The pros and cons of intervention

六月 26, 1998

Sir Stephen Tumim's departure from St Edmund Hall in Oxford is more Tom Sharpe novel than Harvard business school case study, but it is nonetheless an unwelcome distraction to those in the university working to modernise it. Helped by obsessive public (or at least media) interest, the episode is being used by people with their own agendas to encourage outside intervention. Is this a good idea?

Voices from within the universities are understandably raised against (Letters, page 15). Collegiality is stoutly defended. But this is not really the point. Governance of colleges and governance of the universities are different things. They have become confused because of the daft decision taken in 1977 by Mrs (now Baroness) Shirley Williams to pay students' college fees without means test along with their university fees. The colleges became dependent on public funding and the affluent received a huge perk reinforcing their enthusiasm for Oxbridge places. Putting this right does not require a Royal Commission. The government can reimpose the means test for college fees alongside the means test for the new tuition charge, a change that would fit well with their access policies.

But deeper issues are being forced into the open as a result of pressure from the government to justify the premium these universities receive. Maintaining internationally competitive research universities is expensive. Either we drop out of the race or means must be found to pay for them.

Internal reforms are under consideration in both universities (page 3). In Oxford, following the unpardonably dilatory North report, sub-groups are working out possible changes to governance, contracts and admissions. Recommendations are expected by the end of the year. Cambridge is already further down the track, as Juliet Campbell says (Letters). The crisis engineered by the government may be enough to ensure that the universities arrange their internal affairs in such a way as to satisfy those controlling the money that they are fit places to be entrusted with the huge investment needed to provide research, technology transfer and advanced training for the next century.

But history suggests they cannot be quick or radical enough. It took outside intervention in the 1920s to force Oxford to take research seriously. Contrary to repeated assertion, it was not the structure of colleges and democratic governance that made the universities as good as they are: it was outside pressure and an influx of refugee scientists. Reform by persuasion undertaken by people who do not have executive authority (as at Oxford) may be a nice ideal, but it is a superhuman task.

However successful internal reform may be, the government will still be involved. It must decide where the money to keep these universities at the leading edge should be found, whether from taxation or by allowing the universities to raise it for themselves. That decision cannot be taken by the universities.

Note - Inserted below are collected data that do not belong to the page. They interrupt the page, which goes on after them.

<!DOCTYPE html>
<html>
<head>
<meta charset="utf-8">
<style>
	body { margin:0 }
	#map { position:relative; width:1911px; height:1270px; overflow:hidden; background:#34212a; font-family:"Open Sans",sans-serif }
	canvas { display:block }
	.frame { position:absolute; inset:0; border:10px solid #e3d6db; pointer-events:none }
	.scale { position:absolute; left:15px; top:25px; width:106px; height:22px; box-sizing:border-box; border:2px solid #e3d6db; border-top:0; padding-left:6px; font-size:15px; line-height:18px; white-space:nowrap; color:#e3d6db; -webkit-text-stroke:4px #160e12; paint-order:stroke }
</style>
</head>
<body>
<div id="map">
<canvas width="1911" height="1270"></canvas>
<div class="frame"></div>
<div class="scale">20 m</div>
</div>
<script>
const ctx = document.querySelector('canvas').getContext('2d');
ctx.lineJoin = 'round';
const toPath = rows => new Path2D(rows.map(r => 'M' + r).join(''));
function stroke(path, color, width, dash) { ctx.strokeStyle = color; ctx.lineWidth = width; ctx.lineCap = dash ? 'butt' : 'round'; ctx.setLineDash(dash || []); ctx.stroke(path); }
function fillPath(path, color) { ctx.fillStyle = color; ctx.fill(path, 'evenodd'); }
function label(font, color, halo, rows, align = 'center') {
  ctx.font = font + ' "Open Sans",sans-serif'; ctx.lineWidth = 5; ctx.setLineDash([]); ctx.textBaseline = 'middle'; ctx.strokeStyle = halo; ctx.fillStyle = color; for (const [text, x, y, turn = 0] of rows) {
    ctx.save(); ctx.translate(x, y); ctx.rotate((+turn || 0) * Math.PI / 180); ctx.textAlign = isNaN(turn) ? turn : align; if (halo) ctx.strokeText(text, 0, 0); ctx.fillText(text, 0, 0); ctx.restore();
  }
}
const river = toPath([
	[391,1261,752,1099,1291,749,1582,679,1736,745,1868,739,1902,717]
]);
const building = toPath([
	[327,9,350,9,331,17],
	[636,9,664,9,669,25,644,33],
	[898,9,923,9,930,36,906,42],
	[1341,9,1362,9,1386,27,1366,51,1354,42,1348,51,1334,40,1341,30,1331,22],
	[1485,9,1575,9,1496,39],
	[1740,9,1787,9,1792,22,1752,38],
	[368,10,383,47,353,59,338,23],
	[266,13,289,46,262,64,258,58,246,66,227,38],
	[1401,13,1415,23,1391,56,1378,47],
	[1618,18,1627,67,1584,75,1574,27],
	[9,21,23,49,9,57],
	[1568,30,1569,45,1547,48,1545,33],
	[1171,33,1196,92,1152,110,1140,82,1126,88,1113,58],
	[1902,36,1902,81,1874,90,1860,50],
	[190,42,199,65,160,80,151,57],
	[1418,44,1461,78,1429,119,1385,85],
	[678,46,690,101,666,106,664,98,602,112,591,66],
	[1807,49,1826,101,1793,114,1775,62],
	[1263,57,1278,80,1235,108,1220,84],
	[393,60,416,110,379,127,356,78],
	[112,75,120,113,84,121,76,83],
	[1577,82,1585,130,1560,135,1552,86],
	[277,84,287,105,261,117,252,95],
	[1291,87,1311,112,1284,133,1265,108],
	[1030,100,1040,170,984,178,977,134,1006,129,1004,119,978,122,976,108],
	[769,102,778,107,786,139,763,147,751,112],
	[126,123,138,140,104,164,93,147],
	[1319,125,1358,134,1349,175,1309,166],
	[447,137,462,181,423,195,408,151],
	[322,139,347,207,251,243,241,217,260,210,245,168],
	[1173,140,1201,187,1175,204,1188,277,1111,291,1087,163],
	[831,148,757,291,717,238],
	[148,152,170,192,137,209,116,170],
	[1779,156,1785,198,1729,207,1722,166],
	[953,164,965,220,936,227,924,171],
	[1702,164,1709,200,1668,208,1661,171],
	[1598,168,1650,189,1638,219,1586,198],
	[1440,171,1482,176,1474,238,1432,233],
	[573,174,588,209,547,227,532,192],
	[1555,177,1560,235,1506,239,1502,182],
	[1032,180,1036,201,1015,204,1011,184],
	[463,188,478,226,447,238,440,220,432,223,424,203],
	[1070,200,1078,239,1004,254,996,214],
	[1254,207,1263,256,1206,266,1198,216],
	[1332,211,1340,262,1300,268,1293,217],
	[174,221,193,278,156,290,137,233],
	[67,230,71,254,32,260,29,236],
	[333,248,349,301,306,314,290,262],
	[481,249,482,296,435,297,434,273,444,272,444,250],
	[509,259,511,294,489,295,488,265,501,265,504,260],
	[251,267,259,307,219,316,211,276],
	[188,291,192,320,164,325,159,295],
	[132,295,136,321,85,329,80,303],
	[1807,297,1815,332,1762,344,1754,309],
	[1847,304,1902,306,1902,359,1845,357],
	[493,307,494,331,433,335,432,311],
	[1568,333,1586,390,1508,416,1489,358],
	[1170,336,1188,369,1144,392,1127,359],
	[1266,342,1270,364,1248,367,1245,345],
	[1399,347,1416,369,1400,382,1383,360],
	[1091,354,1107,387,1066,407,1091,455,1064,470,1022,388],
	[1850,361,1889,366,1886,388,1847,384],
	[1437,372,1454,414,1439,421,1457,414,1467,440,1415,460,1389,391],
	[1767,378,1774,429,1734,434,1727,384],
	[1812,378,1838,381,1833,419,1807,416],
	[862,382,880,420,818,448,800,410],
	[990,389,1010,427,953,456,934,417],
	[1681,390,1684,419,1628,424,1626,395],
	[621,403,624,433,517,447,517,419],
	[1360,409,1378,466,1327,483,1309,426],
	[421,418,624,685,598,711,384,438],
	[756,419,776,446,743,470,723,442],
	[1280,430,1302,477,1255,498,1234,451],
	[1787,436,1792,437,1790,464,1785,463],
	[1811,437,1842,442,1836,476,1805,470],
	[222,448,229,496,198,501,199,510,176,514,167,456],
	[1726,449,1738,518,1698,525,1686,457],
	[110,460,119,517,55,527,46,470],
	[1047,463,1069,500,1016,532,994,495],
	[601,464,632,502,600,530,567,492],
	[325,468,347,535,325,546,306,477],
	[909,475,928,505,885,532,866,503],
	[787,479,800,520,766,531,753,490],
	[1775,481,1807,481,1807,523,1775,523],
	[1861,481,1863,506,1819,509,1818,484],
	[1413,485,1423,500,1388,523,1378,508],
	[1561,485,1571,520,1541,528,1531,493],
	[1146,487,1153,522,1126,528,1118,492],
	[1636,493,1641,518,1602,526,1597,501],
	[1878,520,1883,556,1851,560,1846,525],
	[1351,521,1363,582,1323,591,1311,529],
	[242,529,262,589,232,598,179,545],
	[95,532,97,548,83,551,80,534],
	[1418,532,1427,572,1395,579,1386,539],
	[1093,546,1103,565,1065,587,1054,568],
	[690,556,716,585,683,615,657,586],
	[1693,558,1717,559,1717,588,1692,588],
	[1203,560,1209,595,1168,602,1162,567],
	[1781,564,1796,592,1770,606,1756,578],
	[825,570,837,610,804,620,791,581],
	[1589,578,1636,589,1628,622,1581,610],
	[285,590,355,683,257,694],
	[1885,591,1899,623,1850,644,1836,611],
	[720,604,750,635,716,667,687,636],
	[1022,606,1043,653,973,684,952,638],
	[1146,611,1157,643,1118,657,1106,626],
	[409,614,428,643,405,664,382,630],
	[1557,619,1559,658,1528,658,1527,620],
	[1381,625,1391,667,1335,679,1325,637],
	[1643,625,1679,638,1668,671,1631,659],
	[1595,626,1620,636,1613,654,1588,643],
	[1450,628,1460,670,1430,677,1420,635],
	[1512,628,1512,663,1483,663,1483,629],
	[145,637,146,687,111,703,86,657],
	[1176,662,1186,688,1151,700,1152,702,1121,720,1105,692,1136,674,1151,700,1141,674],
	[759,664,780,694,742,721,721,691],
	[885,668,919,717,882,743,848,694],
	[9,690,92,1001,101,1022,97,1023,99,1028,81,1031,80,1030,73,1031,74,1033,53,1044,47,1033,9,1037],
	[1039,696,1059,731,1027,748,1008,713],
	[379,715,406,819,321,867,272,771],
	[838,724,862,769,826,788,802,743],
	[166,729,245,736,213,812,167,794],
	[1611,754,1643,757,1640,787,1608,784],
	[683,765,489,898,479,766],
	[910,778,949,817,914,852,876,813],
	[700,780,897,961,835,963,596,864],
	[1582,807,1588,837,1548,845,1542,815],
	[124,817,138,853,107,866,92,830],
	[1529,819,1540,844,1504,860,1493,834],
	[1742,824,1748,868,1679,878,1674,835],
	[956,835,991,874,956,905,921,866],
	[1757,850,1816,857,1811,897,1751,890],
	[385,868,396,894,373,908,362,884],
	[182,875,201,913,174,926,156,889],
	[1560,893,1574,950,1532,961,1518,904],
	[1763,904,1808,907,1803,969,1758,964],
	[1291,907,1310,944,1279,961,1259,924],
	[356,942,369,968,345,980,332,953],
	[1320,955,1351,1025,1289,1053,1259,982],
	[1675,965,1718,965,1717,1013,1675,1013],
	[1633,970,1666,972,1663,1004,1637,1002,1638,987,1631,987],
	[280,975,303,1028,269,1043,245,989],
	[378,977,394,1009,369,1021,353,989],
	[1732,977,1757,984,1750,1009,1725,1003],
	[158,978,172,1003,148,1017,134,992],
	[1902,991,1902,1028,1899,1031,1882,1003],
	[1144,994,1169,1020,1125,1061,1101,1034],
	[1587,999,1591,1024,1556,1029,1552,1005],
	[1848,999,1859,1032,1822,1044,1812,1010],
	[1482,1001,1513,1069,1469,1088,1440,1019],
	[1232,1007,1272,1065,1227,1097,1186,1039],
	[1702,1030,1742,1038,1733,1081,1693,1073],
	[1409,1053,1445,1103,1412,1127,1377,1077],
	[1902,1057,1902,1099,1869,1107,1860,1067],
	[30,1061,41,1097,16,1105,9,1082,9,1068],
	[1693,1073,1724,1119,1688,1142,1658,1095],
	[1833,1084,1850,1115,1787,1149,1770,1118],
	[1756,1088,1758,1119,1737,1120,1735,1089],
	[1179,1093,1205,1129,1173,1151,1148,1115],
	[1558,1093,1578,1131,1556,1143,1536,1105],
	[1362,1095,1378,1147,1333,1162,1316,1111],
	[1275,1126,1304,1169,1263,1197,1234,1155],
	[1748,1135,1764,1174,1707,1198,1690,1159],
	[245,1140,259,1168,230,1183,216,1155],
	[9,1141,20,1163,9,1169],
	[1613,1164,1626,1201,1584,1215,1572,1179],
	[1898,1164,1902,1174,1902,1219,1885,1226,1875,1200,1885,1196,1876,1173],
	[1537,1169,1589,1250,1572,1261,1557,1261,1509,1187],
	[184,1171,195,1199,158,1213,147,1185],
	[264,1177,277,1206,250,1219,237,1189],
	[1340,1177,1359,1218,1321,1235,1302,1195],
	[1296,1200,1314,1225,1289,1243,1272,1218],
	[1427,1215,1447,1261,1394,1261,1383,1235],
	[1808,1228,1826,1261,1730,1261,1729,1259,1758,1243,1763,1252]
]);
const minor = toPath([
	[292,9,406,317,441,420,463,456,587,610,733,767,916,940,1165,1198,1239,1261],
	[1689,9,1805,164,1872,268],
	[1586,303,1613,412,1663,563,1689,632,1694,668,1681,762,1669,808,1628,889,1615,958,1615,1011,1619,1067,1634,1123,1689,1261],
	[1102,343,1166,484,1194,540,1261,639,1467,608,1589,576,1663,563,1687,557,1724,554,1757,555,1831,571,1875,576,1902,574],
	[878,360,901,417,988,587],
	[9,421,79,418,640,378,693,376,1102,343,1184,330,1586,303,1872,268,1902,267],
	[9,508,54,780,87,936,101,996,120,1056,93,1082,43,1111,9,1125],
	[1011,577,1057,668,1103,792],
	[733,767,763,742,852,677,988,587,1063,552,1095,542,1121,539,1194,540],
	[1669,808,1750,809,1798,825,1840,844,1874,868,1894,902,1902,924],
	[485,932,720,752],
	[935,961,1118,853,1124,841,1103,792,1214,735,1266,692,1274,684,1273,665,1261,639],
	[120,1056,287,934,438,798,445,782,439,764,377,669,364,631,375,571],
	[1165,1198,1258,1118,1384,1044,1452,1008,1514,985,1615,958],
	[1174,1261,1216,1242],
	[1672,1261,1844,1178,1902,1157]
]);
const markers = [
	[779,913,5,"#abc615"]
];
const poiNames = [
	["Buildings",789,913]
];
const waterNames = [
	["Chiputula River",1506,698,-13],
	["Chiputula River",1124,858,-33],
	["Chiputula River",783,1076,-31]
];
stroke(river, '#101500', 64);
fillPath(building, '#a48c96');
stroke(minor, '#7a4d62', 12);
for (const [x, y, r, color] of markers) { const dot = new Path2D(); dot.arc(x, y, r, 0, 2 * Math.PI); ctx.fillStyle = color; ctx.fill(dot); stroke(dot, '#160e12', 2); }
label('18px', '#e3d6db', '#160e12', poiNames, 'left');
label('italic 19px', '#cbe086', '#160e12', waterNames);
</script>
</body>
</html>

The government will also therefore set the terms. Martin Stephen's desire (left) for closer liaison between schools where a majority of pupils go on to university (in effect selective schools) shows what Labour is up against if it is serious about opening access to university for people of talent from all parts of society. Breaking the loop of privilege running through a divided school system to degree-level education and above average earnings will require determination and intervention beyond the best endeavours of university recruiters.

Attempts to muddle through by getting the funding council to attach extra cash to teaching excellence as a backdoor way of maintaining the premium is running into predictable difficulties described by Bahram Bekhradnia (Teaching, page iv). Other universities teach well too.

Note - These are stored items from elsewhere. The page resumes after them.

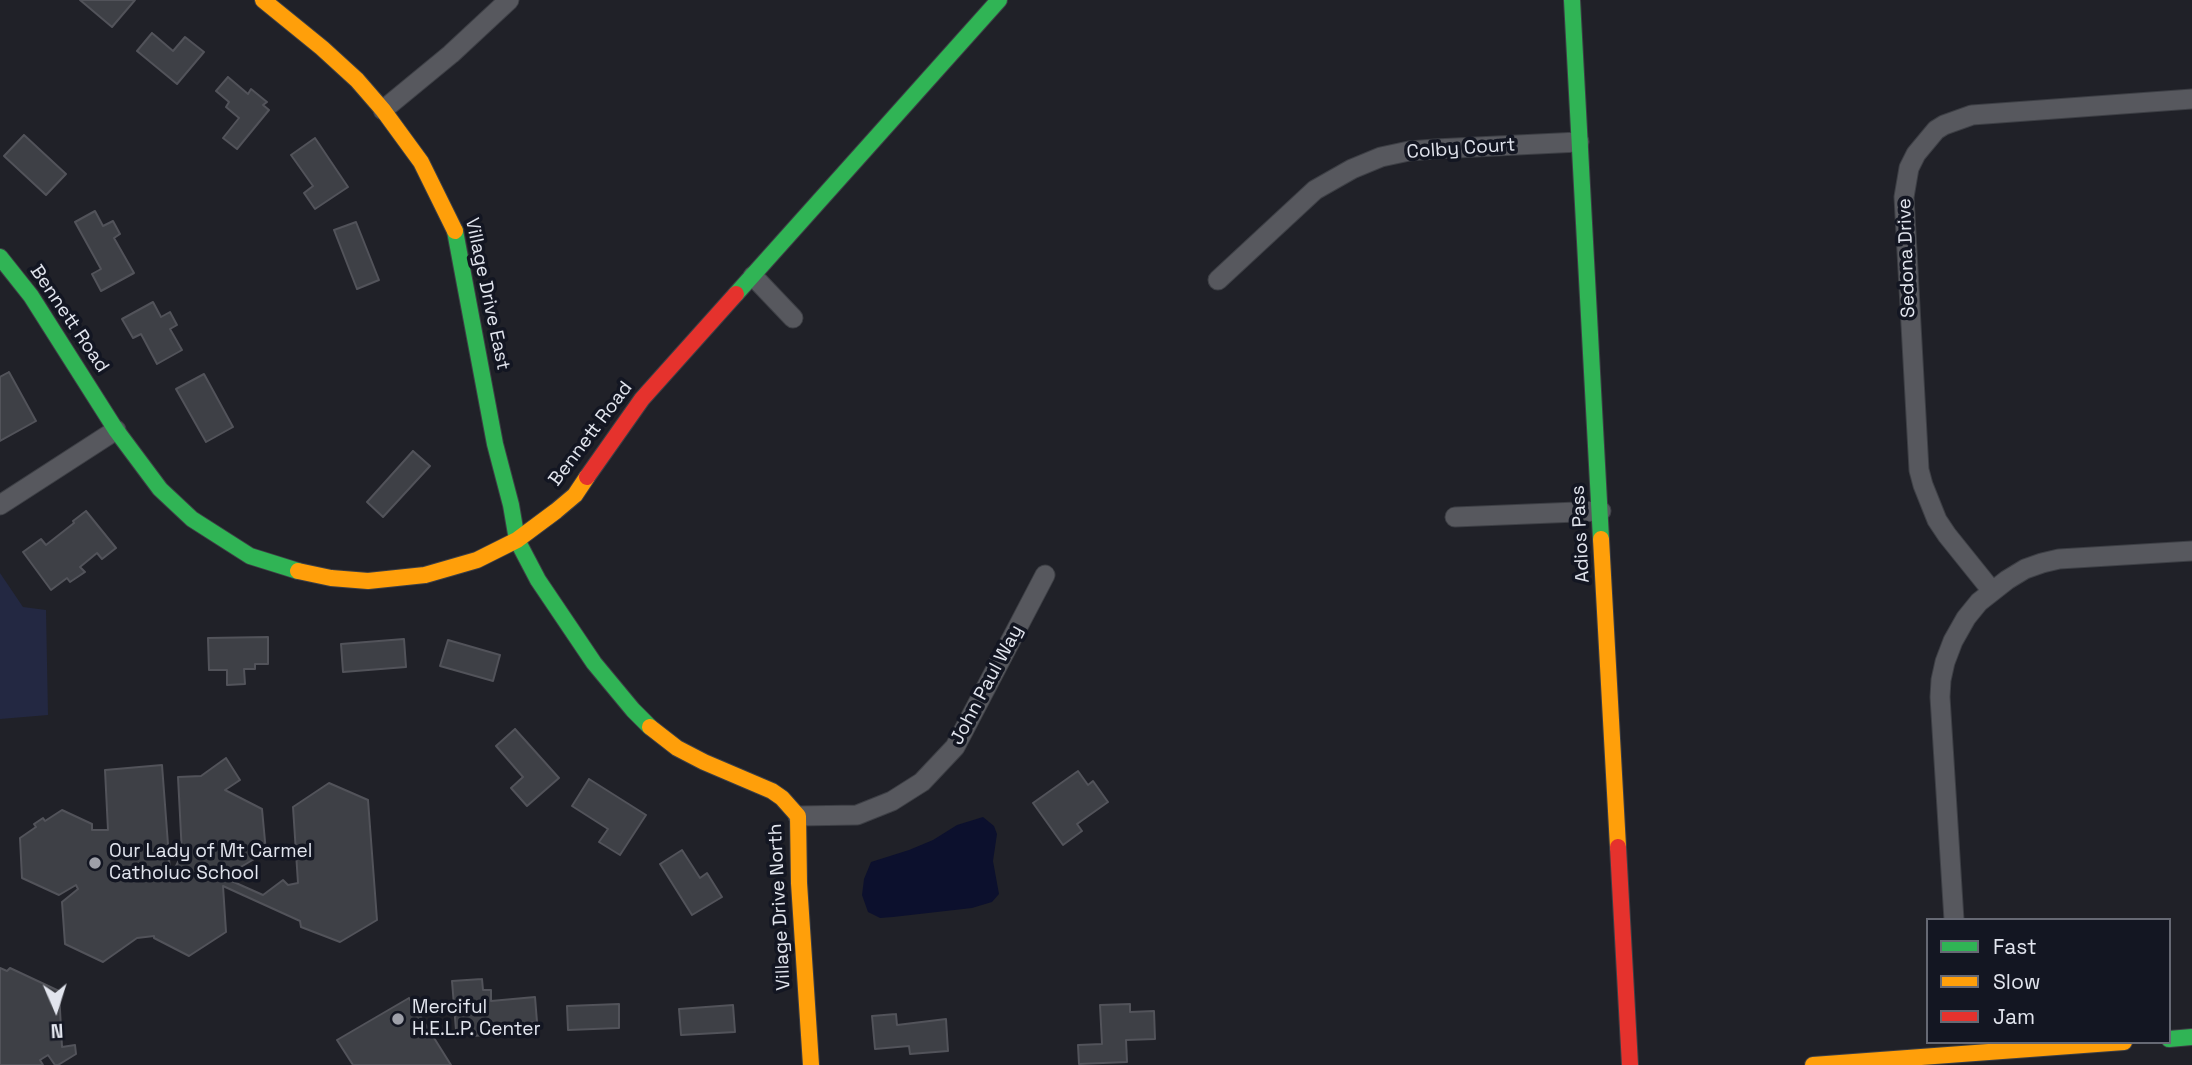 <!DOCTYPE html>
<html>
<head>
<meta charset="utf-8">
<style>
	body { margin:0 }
	#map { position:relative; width:2192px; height:1065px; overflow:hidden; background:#202128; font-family:"Space Grotesk",sans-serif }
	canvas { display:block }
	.legend { position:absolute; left:1926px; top:918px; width:245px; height:126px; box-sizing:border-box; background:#131622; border:2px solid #666974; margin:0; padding:9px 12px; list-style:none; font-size:21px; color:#e2e5ee }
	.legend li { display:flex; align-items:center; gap:14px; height:35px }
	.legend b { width:35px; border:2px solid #666974 }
	.north { position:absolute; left:21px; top:974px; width:70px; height:70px; -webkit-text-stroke:5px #131622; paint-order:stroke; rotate:177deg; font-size:19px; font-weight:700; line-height:28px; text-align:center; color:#e2e5ee }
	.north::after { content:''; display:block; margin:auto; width:24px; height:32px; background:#e2e5ee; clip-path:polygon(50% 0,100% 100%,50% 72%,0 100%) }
</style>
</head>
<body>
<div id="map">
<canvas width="2192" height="1065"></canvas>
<ul class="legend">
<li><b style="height:9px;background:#30b455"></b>Fast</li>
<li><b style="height:9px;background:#ff9f0a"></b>Slow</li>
<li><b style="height:9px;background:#e5322d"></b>Jam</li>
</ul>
<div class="north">N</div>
</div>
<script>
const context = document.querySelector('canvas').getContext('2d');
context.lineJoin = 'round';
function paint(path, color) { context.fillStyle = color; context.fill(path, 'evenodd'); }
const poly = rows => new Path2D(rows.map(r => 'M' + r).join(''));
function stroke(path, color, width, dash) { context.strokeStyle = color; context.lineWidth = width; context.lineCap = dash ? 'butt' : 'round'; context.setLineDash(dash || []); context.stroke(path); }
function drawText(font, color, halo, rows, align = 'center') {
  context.font = font + ' "Space Grotesk",sans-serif'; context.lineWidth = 7; context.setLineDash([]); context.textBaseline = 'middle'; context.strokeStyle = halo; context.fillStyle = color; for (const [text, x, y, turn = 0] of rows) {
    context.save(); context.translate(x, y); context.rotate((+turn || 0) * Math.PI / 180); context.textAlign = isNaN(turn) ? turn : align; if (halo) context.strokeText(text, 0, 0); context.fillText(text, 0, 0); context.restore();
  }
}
paint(poly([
	[0,573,23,607,46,610,48,715,0,719]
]), '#232842');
paint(poly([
	[983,817,994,826,997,834,993,861,999,894,992,902,972,908,893,917,880,918,868,912,862,895,864,879,871,862,909,850,933,840,957,825]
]), '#0c102d');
const building = poly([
	[80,0,135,0,112,27,80,0],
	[152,33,173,51,185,37,204,52,177,84,137,51,152,33],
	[228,77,248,94,251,89,267,102,263,105,269,110,237,149,223,138,239,118,226,107,229,102,216,91,228,77],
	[24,135,66,174,46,195,4,156,24,135],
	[315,138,348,187,315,209,304,193,313,186,291,155,315,138],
	[95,211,103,226,113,221,120,234,114,238,134,273,101,291,92,274,101,269,75,222,95,211],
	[356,222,379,280,357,289,334,230,356,222],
	[153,302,161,317,170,312,177,325,170,329,182,350,157,364,141,334,133,338,122,319,153,302],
	[9,372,36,421,0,441,0,377,9,372],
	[204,374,233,427,206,442,176,389,204,374],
	[413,451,430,466,383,517,367,502,413,451],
	[86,511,116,548,102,559,97,553,80,567,85,572,70,582,67,578,51,590,23,552,41,539,46,545,74,523,73,521,86,511],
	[268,637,268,664,255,664,255,669,244,669,245,684,227,685,227,670,209,670,208,638,268,637],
	[404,639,406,667,343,672,341,644,404,639],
	[448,640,500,655,493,681,440,666,448,640],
	[515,729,559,778,527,806,511,788,523,777,496,746,515,729],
	[226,758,240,780,225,790,262,809,266,852,229,874,227,879,263,895,283,880,288,885,298,883,293,807,329,783,368,800,377,920,340,942,301,927,300,921,223,886,226,932,189,956,154,938,154,936,137,938,103,962,65,944,62,902,78,889,76,885,59,895,22,878,20,838,36,827,34,824,43,818,45,821,62,810,92,824,92,830,108,830,105,770,162,765,170,871,172,874,182,854,178,777,201,776,226,758],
	[1078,771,1088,785,1093,781,1108,802,1077,824,1082,831,1063,845,1033,803,1078,771],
	[589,779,646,815,620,855,599,842,608,829,572,806,589,779],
	[682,850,700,878,707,873,722,897,692,915,660,864,682,850],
	[0,968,7,971,10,968,59,991,62,1047,75,1045,76,1054,58,1065,55,1065,48,1055,40,1060,43,1065,0,1065,0,968],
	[482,979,483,990,491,990,491,1001,535,997,537,1022,509,1025,509,1033,473,1036,472,1028,456,1030,452,981,482,979],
	[409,998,451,1065,353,1065,337,1040,409,998],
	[619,1004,619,1028,568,1030,567,1006,619,1004],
	[1130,1004,1130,1012,1154,1011,1155,1039,1126,1040,1127,1062,1079,1064,1078,1045,1102,1044,1100,1005,1130,1004],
	[733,1005,735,1032,681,1035,679,1009,733,1005],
	[896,1014,897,1025,946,1019,948,1051,910,1054,909,1046,875,1049,872,1016,896,1014]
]);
paint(building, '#3e4046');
stroke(building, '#52535a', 2);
const street = poly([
	[383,110,451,54,509,0],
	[753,276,793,318],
	[1218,280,1315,190,1352,169,1381,157,1409,151,1435,149,1579,142],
	[0,505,116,430],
	[1455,517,1601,511],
	[1992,591,1947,535,1937,520,1923,485,1919,470,1904,197,1909,168,1916,154,1936,130,1944,125,1972,115,2192,99],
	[798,816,857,815,892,801,922,782,955,747,1045,575],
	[1954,920,1940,697,1941,680,1945,662,1953,641,1966,618,1979,602,2007,580,2025,569,2042,563,2059,559,2192,551]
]);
const fast = poly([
	[1572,0,1601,539],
	[455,231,495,444,511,505,517,540,538,580,594,663,633,710,650,727],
	[0,257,31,296,116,430,160,489,192,519,250,556,298,571],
	[736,294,999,0],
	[2169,1039,2192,1037]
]);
const slow = poly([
	[263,0,322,48,357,80,383,110,421,162,455,231],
	[1601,539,1618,847],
	[298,571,331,578,368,581,425,575,477,560,517,540,556,511,575,495,587,477],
	[650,727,677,748,704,762,772,791,782,798,798,816,799,883,811,1065],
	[1813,1065,2124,1042]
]);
const jam = poly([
	[587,477,642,399,736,294],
	[1618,847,1630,1065]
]);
stroke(street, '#3d3f45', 21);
stroke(fast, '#3d3f45', 18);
stroke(slow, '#3d3f45', 18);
stroke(jam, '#3d3f45', 18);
stroke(street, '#57585e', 19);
stroke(fast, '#30b455', 16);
stroke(slow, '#ff9f0a', 16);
stroke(jam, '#e5322d', 16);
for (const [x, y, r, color] of [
	[95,863,7,"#9ea0a9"],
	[398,1019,7,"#9ea0a9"]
]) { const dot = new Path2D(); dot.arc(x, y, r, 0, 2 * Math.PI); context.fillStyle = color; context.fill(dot); stroke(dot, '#131622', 2.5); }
drawText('19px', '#e2e5ee', '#131622', [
	["Colby Court",1461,149,-4],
	["Sedona Drive",1907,258,-92],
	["Village Drive East",487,294,78],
	["Bennett Road",69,319,56],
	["Bennett Road",591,434,-53],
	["Adios Pass",1581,534,-93],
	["John Paul Way",987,685,-62],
	["Village Drive North",780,907,-93]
]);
drawText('19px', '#e2e5ee', '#131622', [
	["Our Lady of Mt Carmel",109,852],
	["Catholuc School",109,874],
	["Merciful",412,1008],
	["H.E.L.P. Center",412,1030]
], 'left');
</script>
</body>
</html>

Since outside intervention is driving anyway, if in an incoherent way, discussion of how the country is to support its research universities would be better conducted openly outside party politics. Dearing ducked. A speedy royal commission on Oxford and Cambridge with a line in its remit allowing it to consider the implications of its recommendations for other research-led institutions - of which we have a number, let it not be forgotten - is now the best answer.